Across the Thames Valley, much of the recurrent budget for CCTV is staffing costs for active monitoring of the system. According to the College of Policing, active monitoring makes CCTV most effective but this requires someone to be looking at the footage at the right moment in time. Artificial intelligence on the other hand analyses live video removing the need for human monitoring.
Basic applications of AI are now part of our everyday lives – digital voice assistants answer questions on your Alexa and automatic number plate recognition (ANPR) raises a charge for the length of time you have parked in a car park. When it comes to surveillance, AI uses software programs to analyse images from CCTV cameras in order to recognise out of pattern behaviours, allowing for passive monitoring of CCTV systems.
The same pattern recognition algorithm can also be used to automatically scan hours of CCTV footage to look for evidence of a crime after the event and this can be done in a fraction of the time taken by humans and with far greater accuracy.

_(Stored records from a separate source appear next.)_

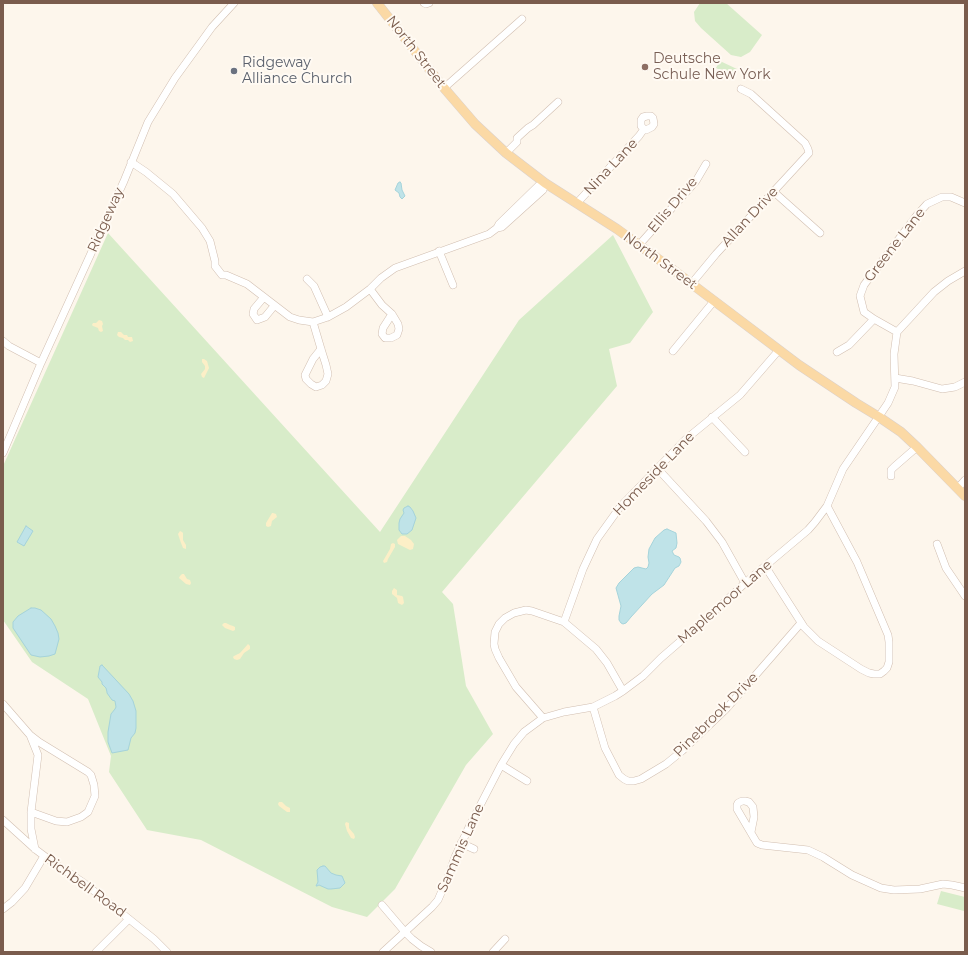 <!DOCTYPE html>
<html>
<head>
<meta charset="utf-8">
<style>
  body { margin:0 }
  #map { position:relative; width:968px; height:955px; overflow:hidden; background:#fdf6ec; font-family:Montserrat,sans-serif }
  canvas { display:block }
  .frame { position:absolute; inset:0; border:4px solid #7a5c4d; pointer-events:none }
</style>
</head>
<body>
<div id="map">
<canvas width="968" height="955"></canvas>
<div class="frame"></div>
</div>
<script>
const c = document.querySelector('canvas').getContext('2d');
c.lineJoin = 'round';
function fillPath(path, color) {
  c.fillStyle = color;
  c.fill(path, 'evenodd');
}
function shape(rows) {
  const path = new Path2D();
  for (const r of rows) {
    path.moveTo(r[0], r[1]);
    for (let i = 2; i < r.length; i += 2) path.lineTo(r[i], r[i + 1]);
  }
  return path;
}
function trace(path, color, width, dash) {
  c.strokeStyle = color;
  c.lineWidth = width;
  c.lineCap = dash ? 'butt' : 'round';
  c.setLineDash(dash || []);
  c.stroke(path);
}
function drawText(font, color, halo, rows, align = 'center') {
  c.font = font + ' Montserrat,sans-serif';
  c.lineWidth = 4;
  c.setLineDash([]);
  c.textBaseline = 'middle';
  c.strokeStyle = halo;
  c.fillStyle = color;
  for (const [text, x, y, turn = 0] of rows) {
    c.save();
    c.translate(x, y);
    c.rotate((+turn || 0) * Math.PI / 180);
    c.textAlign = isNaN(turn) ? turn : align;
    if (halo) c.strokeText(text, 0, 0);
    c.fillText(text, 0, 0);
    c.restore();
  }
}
const green = shape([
  [700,3,726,3,762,35,750,52,741,57,731,55,701,28,695,21,694,12],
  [720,61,737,69,732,76,716,68],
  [108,233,380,532,519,320,613,235,653,312,630,343,609,349,617,386,442,592,453,604,466,686,493,734,466,765,395,889,367,917,332,907,201,840,147,830,109,772,111,756,88,699,32,662,3,620,3,466],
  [941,891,965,897,965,907,964,911,937,904]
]);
const sand = shape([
  [99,320,102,321,103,324,102,326,103,331,101,332,99,331,98,328,93,326,92,325,93,323,96,323],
  [118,332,121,332,124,335,127,335,128,337,132,337,133,341,130,342,128,340,125,340,123,338,119,337,117,335],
  [202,359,204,359,207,361,209,368,204,378,202,377,201,374,205,369,205,366,202,362],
  [272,513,273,513,276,514,277,517,272,521,271,526,268,527,266,526,266,523],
  [180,531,182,532,183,533,183,540,186,545,186,549,183,548,181,543,178,534],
  [401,536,405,536,411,540,414,544,413,549,410,550,398,544,397,540],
  [393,543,395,544,395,547,388,559,387,562,384,563,383,561,390,549,391,544],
  [182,574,184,574,187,579,190,580,191,583,190,585,186,584,179,578,180,576],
  [394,588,397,590,397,595,402,596,403,597,404,603,402,605,398,603,397,598,392,594,392,591],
  [224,623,226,623,230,625,233,626,235,627,235,630,233,631,225,628,222,625],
  [248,644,250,646,250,649,244,653,240,659,237,660,234,659,233,657,234,656,240,653],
  [279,802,282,802,286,806,290,808,290,812,287,812,279,806,278,804],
  [346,822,349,823,349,828,354,834,355,837,354,839,351,838,347,831,345,824]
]);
const water = shape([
  [400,182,401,183,402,190,405,196,402,199,400,197,399,193,395,190,398,183,400,182],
  [408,506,410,507,413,511,416,518,412,530,407,534,402,534,399,530,399,523,400,519,404,513,403,510,404,508,408,506],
  [26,526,33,531,24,546,17,542,26,526],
  [667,529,676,533,677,543,676,548,672,551,674,555,679,557,680,558,681,562,679,566,675,568,664,585,652,594,631,617,626,623,623,624,621,623,619,620,619,616,621,606,616,588,619,583,634,568,638,567,646,569,648,567,649,563,648,557,649,549,655,538,664,530,667,529],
  [31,608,35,608,41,610,51,619,55,626,58,633,59,639,55,654,49,656,40,657,31,655,13,628,13,622,18,616,31,608],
  [102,665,129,694,133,701,136,711,136,728,135,733,131,738,128,750,112,753,108,742,108,732,111,714,115,709,116,707,115,701,112,700,107,693,107,692,106,688,102,684,102,682,98,677,100,666,102,665],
  [323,866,325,866,331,873,336,875,342,876,345,883,340,888,331,889,328,889,319,885,317,886,316,886,318,882,317,870,320,867,323,866]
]);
const minor = shape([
  [424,3,426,4,429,3],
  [444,88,522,19],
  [647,116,651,116,653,118,654,124,652,127,646,130,644,129,641,126,641,120,643,117,647,116],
  [506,153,517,142,517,138,528,128,533,125,558,102],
  [131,162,146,172,173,194,202,228,210,241,215,261,215,266,222,275,226,275,247,284,290,317,299,320,313,322,328,317,346,307,370,289,381,278,395,268,489,234,497,228,499,224,538,186,545,183],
  [774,192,820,233],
  [577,203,639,136,644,129],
  [497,228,502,227,543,190,545,183],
  [639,245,696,181,706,164],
  [439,251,453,285],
  [307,279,314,286,328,317],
  [692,283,716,254,809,153,808,149,805,143,751,94,741,89],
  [370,289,382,305,392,314,398,324,399,329,397,335,391,338,385,338,382,334,383,328,392,314],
  [264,297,254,309,253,314,257,320,265,317,274,306],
  [313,322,321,349,326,365,328,374,326,381,322,385,316,387,311,384,306,379,305,375,313,359,321,349],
  [897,332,874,319,864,312,860,296,864,285,917,215,927,204,942,197,951,197,965,203],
  [3,341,9,346,41,363],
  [673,351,714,301],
  [837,352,849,345,874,319],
  [895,378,913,381,942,389,955,387,965,382],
  [712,417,745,452],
  [3,453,41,363,124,181,148,122,175,78,199,45,212,27,234,3],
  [657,468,706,521,722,542,745,583],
  [891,476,891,470,894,467,917,447],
  [958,488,965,480],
  [937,544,946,568,965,596],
  [765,566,804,627,818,641,861,669,869,673,874,674,880,674,884,671,887,668,889,662,889,642,888,635,857,562,827,506],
  [564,622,583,569,597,539,620,507,686,439,740,395,779,350],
  [3,704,30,735,38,755,31,812,31,829,35,849],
  [593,707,605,748,619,775,624,779,628,781,634,781,641,779,666,764,682,751,726,709,801,623],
  [543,718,516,687,499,658,495,649,494,644,495,632,499,624,505,618,514,613,526,610,532,611,564,622,596,649,607,663,623,691],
  [30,735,39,742,88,772,91,775,94,785,95,796,88,812,81,817,67,822,56,821,31,812],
  [501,765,527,781],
  [3,820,35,849,51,861,84,883,154,939,167,952],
  [751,832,754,817,753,807,749,802,745,801,742,801,738,803,737,805,737,809,754,838,757,843,762,845,808,850,823,857,852,875,881,888,894,890,920,889,943,884,952,885,961,887,965,888],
  [461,843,474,849],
  [382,905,405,932,412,939,421,946,431,952],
  [3,909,12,902,25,888,44,856],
  [96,952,129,919],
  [383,952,432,907,438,900,447,879,455,857,470,825,501,765,514,744,524,732,543,718,564,712,593,707,615,696,623,691,643,676,661,658,713,613,745,583,808,530,815,522,827,506,843,469,888,403,895,387,894,354,897,332,934,292,948,281,965,271],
  [493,952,505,939]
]);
const major = shape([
  [377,3,444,88,475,124,506,153,545,183,617,229,672,269,799,365,856,403,879,417,901,432,917,447,965,496]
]);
const markers = [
  [645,67,4,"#8d6e63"],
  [234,71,4,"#6b7280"]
];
const streetNames = [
  ["North Street",416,52,52],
  ["Nina Lane",611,167,-47],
  ["Ellis Drive",673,205,-50],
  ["Allan Drive",750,217,-47],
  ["Ridgeway",106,220,-66],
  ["Greene Lane",895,245,-52],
  ["North Street",660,261,36],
  ["Homeside Lane",654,474,-46],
  ["Maplemoor Lane",725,602,-41],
  ["Pinebrook Drive",716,715,-45],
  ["Sammis Lane",461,848,-66],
  ["Richbell Road",85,886,36]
];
const educationNames = [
  ["Deutsche",653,59],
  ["Schule New York",653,75]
];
const worshipNames = [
  ["Ridgeway",242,63],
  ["Alliance Church",242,79]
];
fillPath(green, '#d8ecc9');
fillPath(sand, '#fcefc7');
fillPath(water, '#bfe3e8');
trace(water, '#a5d3da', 1);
trace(minor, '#d1beb0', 8);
trace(major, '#dad1cd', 10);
trace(minor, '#fff', 7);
trace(major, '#fbd9a5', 9);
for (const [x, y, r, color] of markers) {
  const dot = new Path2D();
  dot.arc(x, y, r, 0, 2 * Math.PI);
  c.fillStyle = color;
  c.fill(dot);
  trace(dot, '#fffaf3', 1.5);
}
drawText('14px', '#7a5c4d', '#fffaf3', streetNames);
drawText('14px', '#785e54', '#fffaf3', educationNames, 'left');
drawText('14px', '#5b616d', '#fffaf3', worshipNames, 'left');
</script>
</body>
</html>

Introducing this technology into the CCTV system in the Thames Valley would transform surveillance locally, making the service more effective and improving policing outcomes. I raised this proposal with Matthew Barber who assured me he would look into these new technologies as part of a comprehensive review of CCTV across the region. In recognition of the support for a review by the Commissioner, the proposed cut to CCTV services has been withdrawn from the Council’s budget for this financial year.”